[Task instructions] Count the lines in the records below that contain the word "strong", and give that figure alone.

[Study material]
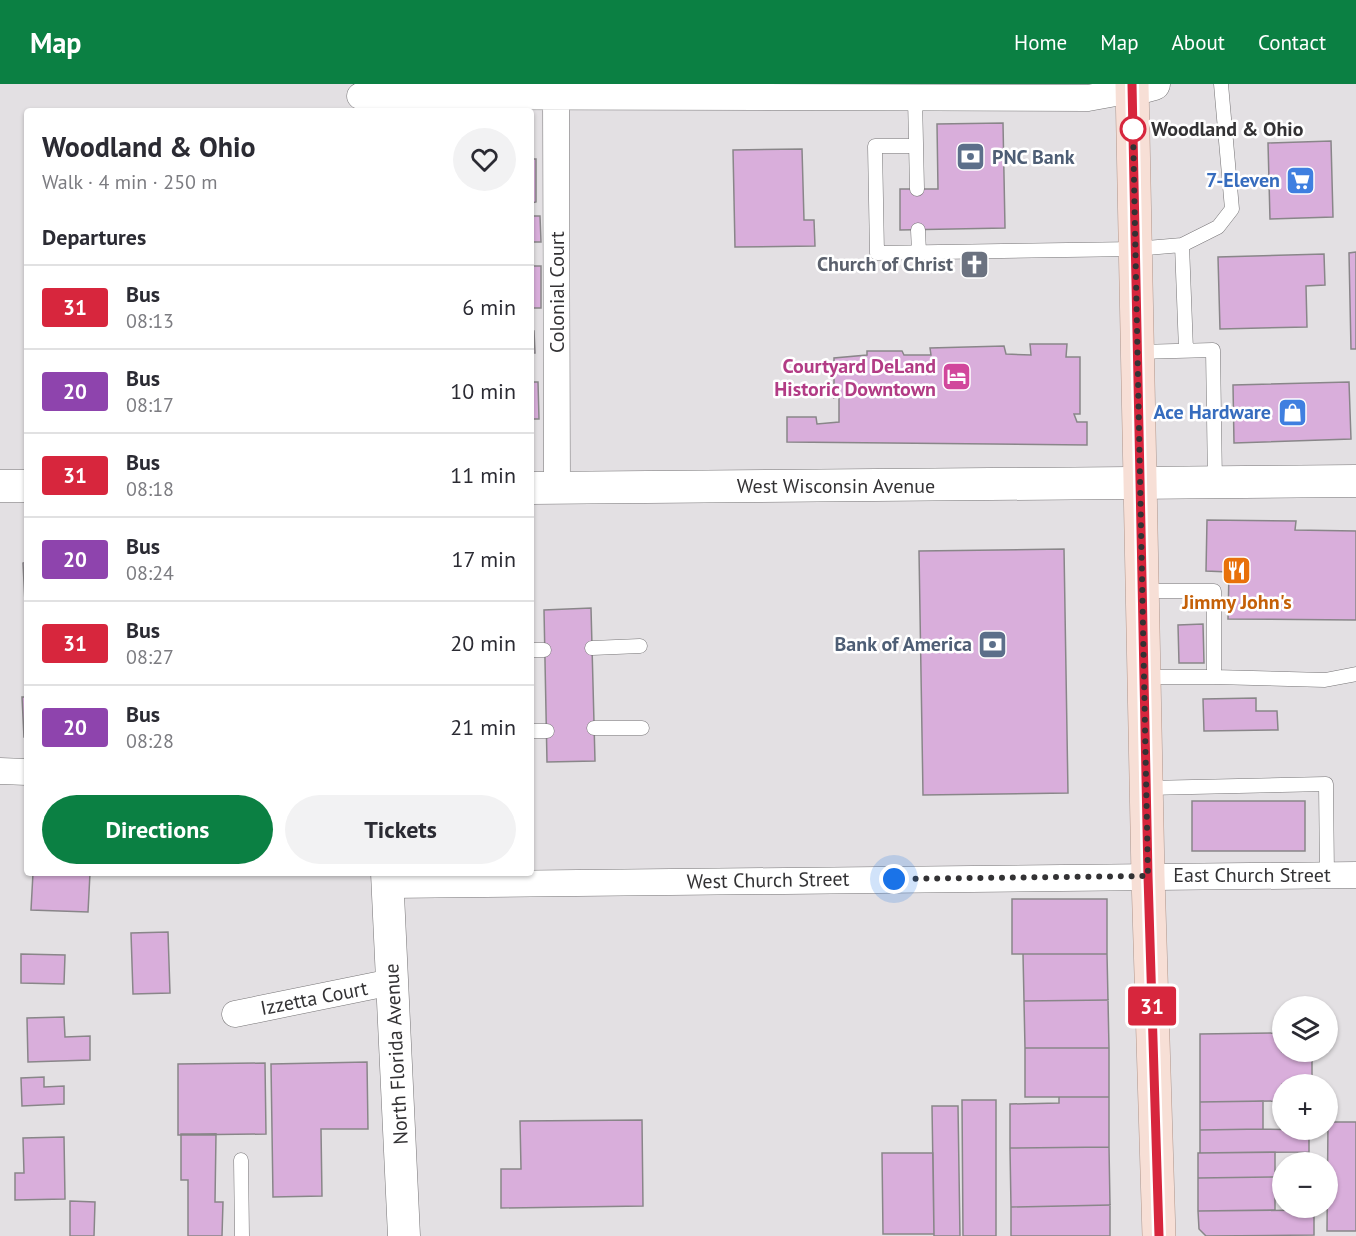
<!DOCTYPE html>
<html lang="en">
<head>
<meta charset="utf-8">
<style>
  body { margin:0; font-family:"PT Sans",sans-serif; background:#f2f2f3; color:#2b2b33; height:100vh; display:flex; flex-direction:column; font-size:22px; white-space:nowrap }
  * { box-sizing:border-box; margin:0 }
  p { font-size:20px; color:#7c7c81 }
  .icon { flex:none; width:33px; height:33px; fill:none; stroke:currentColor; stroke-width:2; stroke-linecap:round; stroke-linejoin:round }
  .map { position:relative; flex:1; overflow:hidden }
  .details { position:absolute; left:24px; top:24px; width:510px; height:768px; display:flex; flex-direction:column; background:#fff; border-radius:6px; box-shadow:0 2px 4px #0004 }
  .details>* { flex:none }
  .badge { padding:0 12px; border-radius:4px; font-size:21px; line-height:39px }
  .buttons { position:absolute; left:1272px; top:912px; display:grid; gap:12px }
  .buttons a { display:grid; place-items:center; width:66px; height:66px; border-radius:50%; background:#fff; box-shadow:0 2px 4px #0004; font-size:30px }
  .you { position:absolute; width:30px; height:30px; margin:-15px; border:4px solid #fff; border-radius:50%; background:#1a73e8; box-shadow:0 0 0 9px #1a73e833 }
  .map>.badge { position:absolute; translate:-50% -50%; box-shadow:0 0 0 3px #fff }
  h2 { padding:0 18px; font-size:22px; line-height:54px }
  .round { display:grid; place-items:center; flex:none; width:63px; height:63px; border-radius:32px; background:#f2f2f3 }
  .head { display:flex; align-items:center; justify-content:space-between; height:102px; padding:0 18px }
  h1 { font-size:28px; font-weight:600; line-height:45px }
  .cta { display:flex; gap:12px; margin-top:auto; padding:12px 18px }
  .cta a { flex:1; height:69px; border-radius:36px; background:#0b8043; color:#fff; font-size:24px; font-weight:600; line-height:69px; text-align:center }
  .cta a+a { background:#f2f2f3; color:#2b2b33 }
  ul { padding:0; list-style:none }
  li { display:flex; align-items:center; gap:18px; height:84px; padding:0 18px; border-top:2px solid #e1e1e2 }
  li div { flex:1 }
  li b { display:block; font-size:22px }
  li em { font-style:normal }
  li .badge { min-width:66px; font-weight:700; text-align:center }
  header { display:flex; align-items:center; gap:36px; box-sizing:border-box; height:84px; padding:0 30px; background:#0b8043; color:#fff }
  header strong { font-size:28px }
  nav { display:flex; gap:33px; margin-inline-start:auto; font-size:21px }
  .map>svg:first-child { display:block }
</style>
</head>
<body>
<header>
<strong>Map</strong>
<nav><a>Home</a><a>Map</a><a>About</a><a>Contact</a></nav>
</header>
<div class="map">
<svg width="1356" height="1152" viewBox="0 0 1356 1152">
  <rect width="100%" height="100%" fill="#e3e0e3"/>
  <path fill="#d9aedb" stroke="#898689" stroke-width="1.5" d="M1003,39L1005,144L900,146V105H938L937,40Z
    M1331,57L1333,133L1270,135L1268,59Z
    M802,65L804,136H814L815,162L735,163L733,66Z
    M531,75H536V118L531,119Z
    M531,132H540L541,158H531Z
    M1356,168V265H1351L1349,169Z
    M1324,170L1325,201L1306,202L1307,243L1220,245L1218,173Z
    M531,182H541V224H531Z
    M531,247H534L535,269H531Z
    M1030,260H1067L1066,273H1080V330H1074L1077,338H1087V361L787,358V333H816L817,340L839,338V313L834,314V274L867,271V267H902L904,271H931L930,264L1004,262L1006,270L1031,271Z
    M531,298H538L539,335H531Z
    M1349,298L1351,355L1234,359L1233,301Z
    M1207,436L1296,437L1295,446L1356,447V536L1228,535L1229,488L1206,487Z
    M1064,465L1068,709L923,711L919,467Z
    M27,478V538H26L23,479Z
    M591,524L595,677L547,678L544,526Z
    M1203,540L1204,579H1179L1178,541Z
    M22,613H27V653H24Z
    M1256,614V627H1277L1278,646L1204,647L1203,615Z
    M1192,717H1305V767H1192Z
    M33,789H90L88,828L31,826Z
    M1012,815H1107V870H1012Z
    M168,848L170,909L133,910L131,849Z
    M21,870L65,871L64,900L21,899Z
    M1023,870H1107L1108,916L1024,917Z
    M1108,916L1109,964H1025L1024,917Z
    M64,933L65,953L90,952V976L28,978L27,934Z
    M1282,949V968H1312V1000H1282V1017L1200,1018V950Z
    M1025,964H1109V1013H1025Z
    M367,978L368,1045H321L322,1112L273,1113L271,980Z
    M265,979L266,1050L178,1051V980Z
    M44,993V1003L64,1002V1020L22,1022L21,994Z
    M1059,1013H1109V1063L1010,1064V1020L1059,1019Z
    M962,1016H996V1152H963Z
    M1263,1017V1045L1200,1046V1018Z
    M932,1022H958L960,1152H934Z
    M642,1036L643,1122L501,1124V1085H521L520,1037Z
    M1328,1038H1356V1147H1327Z
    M1263,1045L1309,1046V1068L1200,1069V1046Z
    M181,1050H216L215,1118H223L222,1152H188V1096H181Z
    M64,1053L65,1115L15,1116V1089H24L23,1054Z
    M1109,1063L1110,1121L1011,1123L1010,1064Z
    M1275,1068V1093L1198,1094V1069Z
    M882,1069H933L934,1150H883Z
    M1275,1093V1126L1198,1127V1094Z
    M70,1117L95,1118L94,1152H70Z
    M1110,1121V1152H1011V1123Z
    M1314,1126V1151L1206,1152L1199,1145L1198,1127Z"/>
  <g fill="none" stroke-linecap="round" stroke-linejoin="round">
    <defs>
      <path id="service" d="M915,14L917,105
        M916,62H875L877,169L1135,165L1182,161L1218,143L1232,125L1221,0
        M918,146L919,168
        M1182,161L1186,266
        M1138,268L1213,266L1215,399
        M1143,507H1214V593
        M592,564L640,562
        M531,566H544
        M1144,593H1214L1325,596L1356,590
        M594,644H642
        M531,647H547
        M1147,704L1326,700L1327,791
        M241,1076L242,1152"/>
      <path id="minor" d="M360,12L1088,14L1132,6
        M556,13L557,404
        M0,687L27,688
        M388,801L1356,791
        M235,930L392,898"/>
      <path id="tertiary" d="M1132,6L1154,0
        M0,402H27
        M531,404L1356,397
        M387,789L404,1152"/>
      <path id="primary" d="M1132,0L1148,792L1159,1152"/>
    </defs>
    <use href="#service" stroke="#767476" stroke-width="15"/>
    <use href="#minor" stroke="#767476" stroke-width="27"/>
    <use href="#tertiary" stroke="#767476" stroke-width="33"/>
    <use href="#primary" stroke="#af958b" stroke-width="34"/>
    <use href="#service" stroke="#fff" stroke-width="14"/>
    <use href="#minor" stroke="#fff" stroke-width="26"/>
    <use href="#tertiary" stroke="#fff" stroke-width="32"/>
    <use href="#primary" stroke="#f7dfd6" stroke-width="33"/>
  </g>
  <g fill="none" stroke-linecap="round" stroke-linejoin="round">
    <defs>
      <path id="line" d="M1132,0L1148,792L1159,1152"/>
    </defs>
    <use href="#line" stroke="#fff" stroke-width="14"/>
    <use href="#line" stroke="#d7263d" stroke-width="9"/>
    <path stroke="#333234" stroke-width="6" stroke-dasharray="0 10.8" d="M894,795L1148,792L1133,45"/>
  </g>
  <defs>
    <symbol id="bank-square" viewBox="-11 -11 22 22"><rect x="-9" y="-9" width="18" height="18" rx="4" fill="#5c6f8a" stroke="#fff"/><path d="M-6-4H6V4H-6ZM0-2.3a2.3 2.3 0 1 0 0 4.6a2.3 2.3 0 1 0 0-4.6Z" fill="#fff"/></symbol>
    <symbol id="supermarket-square" viewBox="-11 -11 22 22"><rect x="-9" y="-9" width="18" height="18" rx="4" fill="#3f7fe0" stroke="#fff"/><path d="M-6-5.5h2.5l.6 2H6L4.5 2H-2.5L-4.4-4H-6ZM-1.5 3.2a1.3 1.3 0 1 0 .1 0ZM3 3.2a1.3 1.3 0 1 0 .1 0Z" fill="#fff"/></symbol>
    <symbol id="church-square" viewBox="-11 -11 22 22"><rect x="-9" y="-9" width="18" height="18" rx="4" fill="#6b7280" stroke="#fff"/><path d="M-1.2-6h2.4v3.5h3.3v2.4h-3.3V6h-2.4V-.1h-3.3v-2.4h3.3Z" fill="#fff"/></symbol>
    <symbol id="hotel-square" viewBox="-11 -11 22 22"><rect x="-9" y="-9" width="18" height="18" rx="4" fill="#d1479c" stroke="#fff"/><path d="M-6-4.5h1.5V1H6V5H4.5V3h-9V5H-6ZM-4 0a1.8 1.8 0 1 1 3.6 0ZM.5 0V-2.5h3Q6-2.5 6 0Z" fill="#fff"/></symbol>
    <symbol id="shop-square" viewBox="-11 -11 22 22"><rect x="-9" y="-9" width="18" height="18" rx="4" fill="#3f7fe0" stroke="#fff"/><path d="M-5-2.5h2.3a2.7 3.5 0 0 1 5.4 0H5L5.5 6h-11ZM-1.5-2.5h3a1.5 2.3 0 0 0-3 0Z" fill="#fff"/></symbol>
    <symbol id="restaurant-square" viewBox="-11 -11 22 22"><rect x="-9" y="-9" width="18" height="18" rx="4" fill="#e8710a" stroke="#fff"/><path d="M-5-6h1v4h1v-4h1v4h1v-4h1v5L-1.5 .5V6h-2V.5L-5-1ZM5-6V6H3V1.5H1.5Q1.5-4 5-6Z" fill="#fff"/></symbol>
  </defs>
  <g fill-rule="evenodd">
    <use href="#bank-square" x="954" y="56" width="33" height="33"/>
    <use href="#supermarket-square" x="1284" y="80" width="33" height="33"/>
    <use href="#church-square" x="958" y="164" width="33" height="33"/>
    <use href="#hotel-square" x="940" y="276" width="33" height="33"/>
    <use href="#shop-square" x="1276" y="312" width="33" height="33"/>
    <use href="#restaurant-square" x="1220" y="470" width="33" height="33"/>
    <use href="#bank-square" x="976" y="544" width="33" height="33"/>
  </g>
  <circle fill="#fff" stroke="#d7263d" stroke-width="3" cx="1133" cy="45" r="12"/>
  <g text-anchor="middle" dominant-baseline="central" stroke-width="5" stroke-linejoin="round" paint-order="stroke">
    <g font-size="20" font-weight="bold" fill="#333234" stroke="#fff" text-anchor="start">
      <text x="1151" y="45">Woodland &amp; Ohio</text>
    </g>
    <g font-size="20" font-weight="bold" fill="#4e5e75" stroke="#fff" text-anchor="start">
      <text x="992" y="73">PNC Bank</text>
      <text x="972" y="560" text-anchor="end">Bank of America</text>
    </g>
    <g font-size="20" font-weight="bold" fill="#366cbe" stroke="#fff" text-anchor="end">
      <text x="1280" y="96">7-Eleven</text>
      <text x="1271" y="328">Ace Hardware</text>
    </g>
    <g font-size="20" font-weight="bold" fill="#5b616d" stroke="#fff" text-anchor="end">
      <text x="953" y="180">Church of Christ</text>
    </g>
    <g font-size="20" fill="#333234" stroke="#fff">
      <text transform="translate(557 208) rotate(-90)">Colonial Court</text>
      <text x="836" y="402">West Wisconsin Avenue</text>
      <text x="1252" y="791">East Church Street</text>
      <text transform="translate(768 796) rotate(-1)">West Church Street</text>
      <text transform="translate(314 914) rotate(-11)">Izzetta Court</text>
      <text transform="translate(396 970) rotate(-93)">North Florida Avenue</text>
    </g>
    <g font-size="20" font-weight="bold" fill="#b23c85" stroke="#fff" text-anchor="end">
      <text x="936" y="282">Courtyard DeLand<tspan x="936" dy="23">Historic Downtown</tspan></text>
    </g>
    <g font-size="20" font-weight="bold" fill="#c56008" stroke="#fff">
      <text x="1237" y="518">Jimmy John's</text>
    </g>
  </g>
</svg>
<div class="buttons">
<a><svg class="icon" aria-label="layers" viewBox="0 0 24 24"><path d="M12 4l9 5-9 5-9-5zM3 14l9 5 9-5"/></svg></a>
<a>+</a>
<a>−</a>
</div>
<div class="you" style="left:894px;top:795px"></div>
<b class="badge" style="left:1152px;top:922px;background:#d7263d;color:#fff">31</b>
<section class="details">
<div class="head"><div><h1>Woodland &amp; Ohio</h1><p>Walk · 4 min · 250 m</p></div><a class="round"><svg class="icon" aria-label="heart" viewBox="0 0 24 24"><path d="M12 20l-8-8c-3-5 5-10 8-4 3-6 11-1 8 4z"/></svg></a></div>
<h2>Departures</h2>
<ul>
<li><span class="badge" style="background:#d7263d;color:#fff">31</span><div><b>Bus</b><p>08:13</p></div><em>6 min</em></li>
<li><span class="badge" style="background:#8e44ad;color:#fff">20</span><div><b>Bus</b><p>08:17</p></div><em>10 min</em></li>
<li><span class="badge" style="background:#d7263d;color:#fff">31</span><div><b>Bus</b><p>08:18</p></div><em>11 min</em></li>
<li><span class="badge" style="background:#8e44ad;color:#fff">20</span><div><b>Bus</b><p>08:24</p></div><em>17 min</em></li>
<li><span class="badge" style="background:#d7263d;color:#fff">31</span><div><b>Bus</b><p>08:27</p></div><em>20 min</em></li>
<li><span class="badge" style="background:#8e44ad;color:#fff">20</span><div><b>Bus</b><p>08:28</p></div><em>21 min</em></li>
</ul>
<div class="cta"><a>Directions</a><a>Tickets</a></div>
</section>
</div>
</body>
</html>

[Solution] 2